Saved entries:
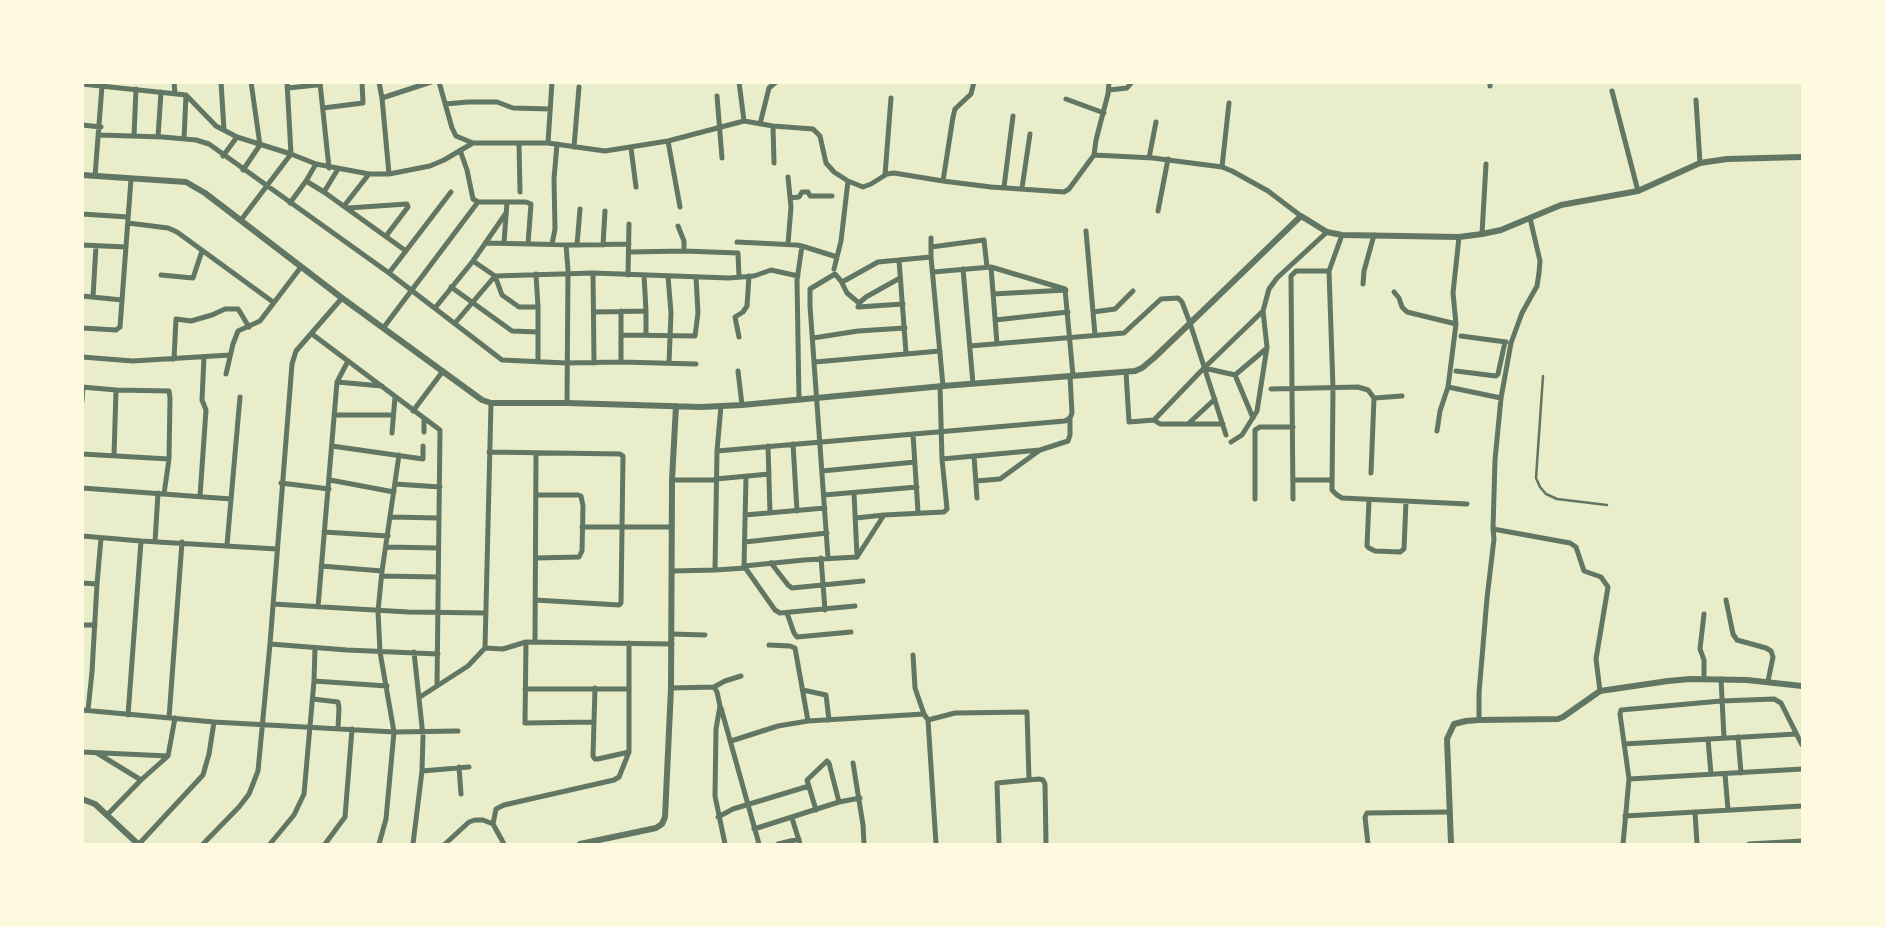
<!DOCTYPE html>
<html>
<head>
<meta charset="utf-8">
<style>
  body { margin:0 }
  #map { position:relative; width:1885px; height:927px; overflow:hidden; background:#e9edc9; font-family:"Playfair Display",serif }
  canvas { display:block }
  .frame { position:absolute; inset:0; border:84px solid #fefae0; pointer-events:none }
</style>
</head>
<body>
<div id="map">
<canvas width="1885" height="927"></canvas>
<div class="frame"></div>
</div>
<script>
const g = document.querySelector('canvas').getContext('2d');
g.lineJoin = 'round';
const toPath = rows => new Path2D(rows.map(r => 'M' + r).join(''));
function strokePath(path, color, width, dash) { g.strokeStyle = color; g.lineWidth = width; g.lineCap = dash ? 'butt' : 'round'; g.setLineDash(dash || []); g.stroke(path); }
strokePath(toPath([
  [1543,376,1536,478,1540,487,1546,494,1557,499,1607,505]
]), '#617663', 2.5);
strokePath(toPath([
  [174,82,175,94],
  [221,82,224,130],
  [379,82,382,98,431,82],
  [439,82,452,128,456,136,473,143],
  [739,82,744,121],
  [320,83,329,168],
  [82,84,186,95,216,126,237,137,291,154,316,164,369,174,389,174,430,166,444,160,473,143,548,143,605,151,668,141,744,121,773,126,813,129,820,136,826,163,834,172,848,181,863,187,871,184,887,174,894,173,943,181,991,187,1064,192,1069,189,1094,155,1153,158,1222,167,1232,171,1268,191,1301,216],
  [1490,86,1490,82],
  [288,88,317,85,320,82],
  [1109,90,1127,88,1132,82],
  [1612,91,1638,191],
  [717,96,722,158],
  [382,98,389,174],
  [1066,99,1104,113],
  [1696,100,1700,163],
  [445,104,468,102,497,102,513,108,550,109],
  [323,108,363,103,362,82],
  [760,124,769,88,776,82],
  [82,125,101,127],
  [773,126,774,163],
  [99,135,163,137,196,140,209,144,389,273,502,360,566,363,621,362,696,364],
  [134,136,136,89],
  [158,137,161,92],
  [184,139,186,95],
  [668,141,680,207],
  [548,143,552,82],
  [519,144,520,192],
  [574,147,579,87],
  [631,148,636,187],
  [460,150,467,170,473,199,478,202,526,202,531,204,528,244],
  [1094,155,1096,140,1108,94,1109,82],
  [223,156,237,137],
  [1149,158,1156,122],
  [1222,167,1229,103],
  [243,170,260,145,251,82],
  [885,175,891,98],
  [95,176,102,86],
  [788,177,791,207,788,244],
  [306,181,324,192,406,251],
  [943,181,953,117,955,109,971,94,974,82],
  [1004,187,1013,116],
  [1022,188,1030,134],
  [324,192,338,169],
  [790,198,799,197,802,192,808,192,810,196,832,196],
  [290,203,306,181,316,164],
  [344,206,369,174],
  [348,208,407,204,408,207,386,236],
  [1158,211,1168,159],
  [82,214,128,217],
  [241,220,291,154,287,82],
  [128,223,168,228,177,232,273,302],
  [678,226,684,241,684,251,738,253,739,277],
  [1086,231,1095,335],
  [1482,234,1486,164],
  [1342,235,1329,271,1333,388,1332,490,1337,495,1342,498,1467,504],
  [931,238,931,257,943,386],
  [737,242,797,245,802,246,797,280,799,400],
  [485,243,577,245,629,244],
  [504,243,507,202],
  [552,244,555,229,554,179,557,144],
  [82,245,126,247],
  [566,245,568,270,567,403],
  [577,245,580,209],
  [603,245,605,211],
  [802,246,837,257],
  [931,247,984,240,987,267],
  [629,252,684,251],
  [899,260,906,353],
  [473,261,495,276,502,295,519,307,538,307],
  [991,267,997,344],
  [834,269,841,241,848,181],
  [963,269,973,384],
  [933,272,991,267,1065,289,1073,376],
  [389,273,451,192],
  [593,273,594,363],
  [536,274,538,307,538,362],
  [161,275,193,278,202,251],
  [628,275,629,224],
  [644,275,646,311,646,335],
  [668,276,671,313,669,363],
  [841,281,847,293,859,303],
  [1363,284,1364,271,1374,235],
  [451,287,512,331,538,332],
  [1394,292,1399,298,1402,307,1407,312,1456,324],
  [993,294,1066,290],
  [82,296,122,300],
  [93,297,96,246],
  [858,307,859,303,866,297,900,278],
  [858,307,903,304],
  [435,308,473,261,506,213],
  [595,312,646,311],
  [1093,312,1115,309,1133,291],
  [995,320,1068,312],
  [455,323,495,276,593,273,729,278,754,276,771,270,798,276],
  [384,327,478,202],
  [82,328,116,330,120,327,131,179],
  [312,334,440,430,437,686],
  [621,335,695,336,698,313,696,277],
  [1461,336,1506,342],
  [739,337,735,317,743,312,747,306,749,276],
  [813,338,858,331,905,328],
  [970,346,1124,333,1161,299,1178,298,1182,302,1190,323,1226,435],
  [82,357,133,361,230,355],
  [174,359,176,319,191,321,212,315,225,309,238,309,240,312,249,327],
  [621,362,621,311],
  [815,362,940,351],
  [1204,368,1235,375],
  [738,371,742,405],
  [1456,371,1496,376,1498,374,1505,342],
  [1126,372,1129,422,1154,420,1204,368,1263,311],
  [226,374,233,344,238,331,260,321,301,267],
  [337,382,382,386],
  [82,387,116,390,169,391,170,398,169,459,164,494],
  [1448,387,1501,398],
  [1271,389,1358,387,1368,390,1374,398,1371,473],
  [1374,398,1402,396],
  [82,401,83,387],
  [413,411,443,371],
  [335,415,392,415],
  [1253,418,1235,375,1267,348],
  [1154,420,1160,424,1223,424],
  [1189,423,1215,399],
  [1437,431,1440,411,1448,387,1456,324,1453,293,1459,237],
  [424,432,424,419],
  [392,433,395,397],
  [913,434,918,512],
  [1231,442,1242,435,1257,411,1267,347,1263,311,1269,289,1277,278,1327,232],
  [793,444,797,511],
  [332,446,423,459,423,446],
  [768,446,770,513],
  [717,451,1065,421,1070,418,1072,413,1070,376],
  [489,452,620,454,623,456,621,603,619,605,535,600],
  [82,454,169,459],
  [114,456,116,390],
  [974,456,977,498],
  [942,459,1040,450],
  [822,471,915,462],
  [716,479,769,474],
  [330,480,394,492],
  [672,480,716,480],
  [1293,480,1331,480],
  [976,481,1000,479,1040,450,1068,441,1070,435,1070,418],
  [281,483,329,489],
  [395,484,440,487],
  [82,488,231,499],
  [854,493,857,556],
  [536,495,578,495,581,496,583,506,582,551,579,557,536,558],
  [824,495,917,487],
  [200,496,206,410,202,400,204,357],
  [1255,499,1255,430,1260,427,1293,427],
  [1293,499,1291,276,1296,271,1329,271],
  [1369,500,1367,546,1369,548,1375,551,1400,552,1404,549,1406,501],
  [745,515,825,508],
  [391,517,438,518],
  [856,518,884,515],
  [582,527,672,527],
  [1493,529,1570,543,1576,547,1584,571,1601,577,1608,587,1596,659,1600,691],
  [324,532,388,536],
  [82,536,141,541,277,549],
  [155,542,158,493],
  [745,542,827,533],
  [227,545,240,397],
  [387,547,438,548],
  [857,557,884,515,944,512,947,509,942,459,940,386],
  [821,558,825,610],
  [828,558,810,306,810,289,835,274,841,281,844,281,878,262,931,257],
  [771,563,788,585,792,588,863,581],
  [321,566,382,571],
  [744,566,775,610,780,613,855,606],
  [744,566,804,560,857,557],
  [744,566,746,477],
  [715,570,745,568],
  [672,571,715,570,717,451,721,406],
  [382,576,438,577],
  [82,583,97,584],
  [1726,600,1733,634,1737,640,1766,648,1771,651,1773,657,1768,681],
  [273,604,408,612,486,613],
  [318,607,337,382,348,361],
  [787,613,794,633,797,637,851,632],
  [82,625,95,625],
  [672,634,705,635],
  [526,642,525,723,594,722],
  [535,642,536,453],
  [270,644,347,650,438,654],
  [769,645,790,646,795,648,808,721],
  [485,648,491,403],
  [485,648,503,649,526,642,672,644],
  [913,655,915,688,924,714],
  [1704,679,1704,660,1700,649,1704,614],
  [1721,679,1724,738],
  [314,681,387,686],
  [714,687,725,681,741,676],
  [595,688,593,756,595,759,598,759,629,752],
  [671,688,714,687,717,692,720,706,716,729,715,796,725,844],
  [525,689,629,689],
  [803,690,826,695,829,720],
  [420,697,468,666,485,648],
  [313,699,338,702,339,708,338,728],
  [721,708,759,844],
  [82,710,214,722,394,732,458,731],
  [88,710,92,672,97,584,101,538],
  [128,715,141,541],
  [169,718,182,542],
  [928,720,955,713,1027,712,1029,779],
  [928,720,936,844],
  [1479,720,1479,693,1487,598,1494,539,1493,529,1495,460,1501,398,1511,343,1522,313,1537,286,1539,273,1540,261,1530,218],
  [1738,737,1741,773],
  [1708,739,1711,774],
  [731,741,778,726,808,721,924,714,928,720],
  [1624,744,1796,734],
  [82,752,168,756],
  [97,753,141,780],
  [853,763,863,825,864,844],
  [459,767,461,794],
  [422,771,469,767],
  [1725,774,1728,810],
  [1629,779,1802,769],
  [816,810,807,780,827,761,829,763,839,802],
  [1695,812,1697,844],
  [107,815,141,780,168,756,175,718],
  [1625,816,1802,806],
  [718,817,733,809,809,786],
  [792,818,800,844],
  [493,824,496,809,504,805,614,780,619,777,629,752,629,643],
  [754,829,839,802,860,798],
  [139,844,203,775,209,754,214,722],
  [203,844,239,807,249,794,258,771,270,644,292,364,296,351,342,298],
  [270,844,294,815,304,794,314,681,315,648],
  [325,844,345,817,352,729],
  [379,844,386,819,394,732,380,652,378,611,382,571,399,455],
  [413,844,422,771,423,736,414,652],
  [445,844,469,822,475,820,483,820,493,824,504,844],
  [778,844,799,839],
  [999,844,997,783,1039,779,1043,780,1045,784,1046,844],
  [1368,844,1365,817,1367,813,1449,812],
  [1623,844,1629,779,1620,714,1621,710,1721,701,1774,699,1781,703,1802,745],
  [1749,844,1802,841]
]), '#617663', 5);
strokePath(toPath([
  [82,175,186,182,205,193,342,298,482,400,491,403,567,403,701,407,742,405,943,386,1135,371,1142,368,1155,357,1301,216,1327,232,1342,235,1459,237,1482,234,1501,230,1561,205,1638,191,1700,163,1727,159,1802,157],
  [82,799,95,804,138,844],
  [580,844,656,828,662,824,665,817,671,688,672,480,676,406],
  [1451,844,1447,739,1454,724,1466,721,1479,720,1558,719,1563,717,1600,691,1668,681,1690,679,1747,680,1802,686]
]), '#617663', 6);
</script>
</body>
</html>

(Directions): Scan the entries above for the word "const", then copy every line in which it occurs.

(Your solution):
const g = document.querySelector('canvas').getContext('2d');
const toPath = rows => new Path2D(rows.map(r => 'M' + r).join(''));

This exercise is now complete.